Collected data:
-=-=-

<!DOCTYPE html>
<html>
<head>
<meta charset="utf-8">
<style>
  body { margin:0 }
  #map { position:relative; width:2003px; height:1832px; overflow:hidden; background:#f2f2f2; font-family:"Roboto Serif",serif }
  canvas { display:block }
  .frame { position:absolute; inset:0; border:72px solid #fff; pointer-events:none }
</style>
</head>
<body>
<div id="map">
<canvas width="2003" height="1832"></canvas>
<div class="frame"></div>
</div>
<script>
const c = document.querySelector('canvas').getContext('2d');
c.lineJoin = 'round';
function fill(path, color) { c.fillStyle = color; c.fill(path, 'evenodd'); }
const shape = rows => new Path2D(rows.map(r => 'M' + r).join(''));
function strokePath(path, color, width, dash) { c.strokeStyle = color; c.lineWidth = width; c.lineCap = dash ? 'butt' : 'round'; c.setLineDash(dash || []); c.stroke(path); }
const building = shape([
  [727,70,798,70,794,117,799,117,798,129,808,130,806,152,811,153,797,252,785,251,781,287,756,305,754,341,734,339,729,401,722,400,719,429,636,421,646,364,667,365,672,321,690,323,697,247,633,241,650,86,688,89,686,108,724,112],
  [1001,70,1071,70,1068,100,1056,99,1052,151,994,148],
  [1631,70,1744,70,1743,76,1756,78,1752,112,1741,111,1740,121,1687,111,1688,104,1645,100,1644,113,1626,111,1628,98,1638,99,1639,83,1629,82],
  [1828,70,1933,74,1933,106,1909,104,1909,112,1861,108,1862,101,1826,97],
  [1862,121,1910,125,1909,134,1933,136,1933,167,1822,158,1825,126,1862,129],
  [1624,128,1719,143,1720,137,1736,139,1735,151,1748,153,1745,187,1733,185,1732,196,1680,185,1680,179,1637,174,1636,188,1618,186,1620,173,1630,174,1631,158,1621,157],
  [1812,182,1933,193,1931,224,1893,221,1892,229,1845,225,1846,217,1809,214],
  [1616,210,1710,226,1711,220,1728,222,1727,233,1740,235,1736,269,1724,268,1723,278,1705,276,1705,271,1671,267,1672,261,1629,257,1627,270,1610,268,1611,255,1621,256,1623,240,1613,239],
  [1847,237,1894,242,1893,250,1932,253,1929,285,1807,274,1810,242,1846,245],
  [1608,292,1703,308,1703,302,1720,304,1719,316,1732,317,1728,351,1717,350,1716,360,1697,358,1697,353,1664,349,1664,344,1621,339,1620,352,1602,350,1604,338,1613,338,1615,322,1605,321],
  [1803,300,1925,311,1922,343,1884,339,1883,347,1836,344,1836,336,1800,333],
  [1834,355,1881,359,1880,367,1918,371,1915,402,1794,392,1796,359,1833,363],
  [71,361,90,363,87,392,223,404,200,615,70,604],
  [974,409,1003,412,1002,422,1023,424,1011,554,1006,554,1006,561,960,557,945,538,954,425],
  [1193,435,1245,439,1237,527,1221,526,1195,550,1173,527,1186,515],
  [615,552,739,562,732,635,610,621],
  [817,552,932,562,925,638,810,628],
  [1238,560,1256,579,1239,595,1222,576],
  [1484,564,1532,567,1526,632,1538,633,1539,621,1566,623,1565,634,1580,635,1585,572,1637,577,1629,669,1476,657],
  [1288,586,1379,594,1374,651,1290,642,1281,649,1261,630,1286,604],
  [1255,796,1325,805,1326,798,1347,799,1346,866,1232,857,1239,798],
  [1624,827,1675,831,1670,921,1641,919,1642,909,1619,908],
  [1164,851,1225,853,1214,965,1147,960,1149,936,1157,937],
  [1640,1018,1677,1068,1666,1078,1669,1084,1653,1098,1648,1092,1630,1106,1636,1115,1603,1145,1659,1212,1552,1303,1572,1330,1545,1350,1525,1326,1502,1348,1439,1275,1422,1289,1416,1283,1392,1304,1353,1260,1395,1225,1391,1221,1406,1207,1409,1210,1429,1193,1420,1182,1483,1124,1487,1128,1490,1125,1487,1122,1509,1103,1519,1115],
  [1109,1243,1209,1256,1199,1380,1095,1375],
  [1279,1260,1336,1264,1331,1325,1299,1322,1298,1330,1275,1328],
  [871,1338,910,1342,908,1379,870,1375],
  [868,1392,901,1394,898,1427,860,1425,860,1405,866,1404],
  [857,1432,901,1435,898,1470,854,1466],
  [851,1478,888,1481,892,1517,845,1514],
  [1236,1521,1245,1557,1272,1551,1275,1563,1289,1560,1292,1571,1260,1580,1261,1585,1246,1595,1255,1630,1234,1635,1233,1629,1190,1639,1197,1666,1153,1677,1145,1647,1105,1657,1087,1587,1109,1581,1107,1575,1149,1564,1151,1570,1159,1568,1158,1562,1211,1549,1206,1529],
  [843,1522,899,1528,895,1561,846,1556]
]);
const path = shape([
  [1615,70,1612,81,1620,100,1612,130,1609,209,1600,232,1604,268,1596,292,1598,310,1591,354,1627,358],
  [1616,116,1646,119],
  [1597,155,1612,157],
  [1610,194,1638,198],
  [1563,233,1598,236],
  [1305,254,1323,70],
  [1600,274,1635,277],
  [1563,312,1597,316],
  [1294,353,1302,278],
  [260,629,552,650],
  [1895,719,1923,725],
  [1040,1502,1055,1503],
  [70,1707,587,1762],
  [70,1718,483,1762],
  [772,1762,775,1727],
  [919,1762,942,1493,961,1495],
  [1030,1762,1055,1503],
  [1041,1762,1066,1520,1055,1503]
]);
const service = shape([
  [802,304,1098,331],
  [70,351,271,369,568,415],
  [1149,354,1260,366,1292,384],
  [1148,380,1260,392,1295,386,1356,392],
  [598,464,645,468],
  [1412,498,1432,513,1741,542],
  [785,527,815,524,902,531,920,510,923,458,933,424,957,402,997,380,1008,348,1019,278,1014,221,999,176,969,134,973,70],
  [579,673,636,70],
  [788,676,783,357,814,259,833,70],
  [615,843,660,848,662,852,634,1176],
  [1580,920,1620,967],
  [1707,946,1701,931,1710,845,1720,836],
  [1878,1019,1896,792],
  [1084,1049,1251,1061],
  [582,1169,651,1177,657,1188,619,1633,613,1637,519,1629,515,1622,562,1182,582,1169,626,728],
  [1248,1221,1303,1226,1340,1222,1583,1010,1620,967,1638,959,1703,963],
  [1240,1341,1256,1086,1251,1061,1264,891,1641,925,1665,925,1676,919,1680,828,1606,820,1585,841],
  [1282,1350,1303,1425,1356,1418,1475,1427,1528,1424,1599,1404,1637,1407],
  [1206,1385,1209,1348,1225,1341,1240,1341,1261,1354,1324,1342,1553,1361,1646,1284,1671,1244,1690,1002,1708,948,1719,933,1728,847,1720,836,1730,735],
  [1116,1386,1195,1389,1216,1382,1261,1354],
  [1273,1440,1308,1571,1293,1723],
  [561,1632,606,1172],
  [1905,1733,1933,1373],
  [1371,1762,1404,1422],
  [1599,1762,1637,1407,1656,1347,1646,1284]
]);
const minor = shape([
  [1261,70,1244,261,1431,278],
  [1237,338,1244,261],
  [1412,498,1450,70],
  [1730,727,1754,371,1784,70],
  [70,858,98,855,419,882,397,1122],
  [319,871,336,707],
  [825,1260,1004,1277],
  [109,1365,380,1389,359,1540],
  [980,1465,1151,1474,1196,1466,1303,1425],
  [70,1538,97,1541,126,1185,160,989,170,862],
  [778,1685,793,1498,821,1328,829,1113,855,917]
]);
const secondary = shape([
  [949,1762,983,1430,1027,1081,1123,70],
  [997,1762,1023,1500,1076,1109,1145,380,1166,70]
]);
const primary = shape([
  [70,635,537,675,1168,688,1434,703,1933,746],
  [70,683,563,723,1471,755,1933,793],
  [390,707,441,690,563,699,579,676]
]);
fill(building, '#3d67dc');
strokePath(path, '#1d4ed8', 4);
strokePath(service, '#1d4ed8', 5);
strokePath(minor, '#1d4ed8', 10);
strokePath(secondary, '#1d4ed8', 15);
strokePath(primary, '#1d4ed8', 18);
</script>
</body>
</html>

-=-=-

GOAL OF THE EXERCISE:
Each line of the entries that contains "canvas" counts once; state the total as a bare number.

ANSWER BELOW:
3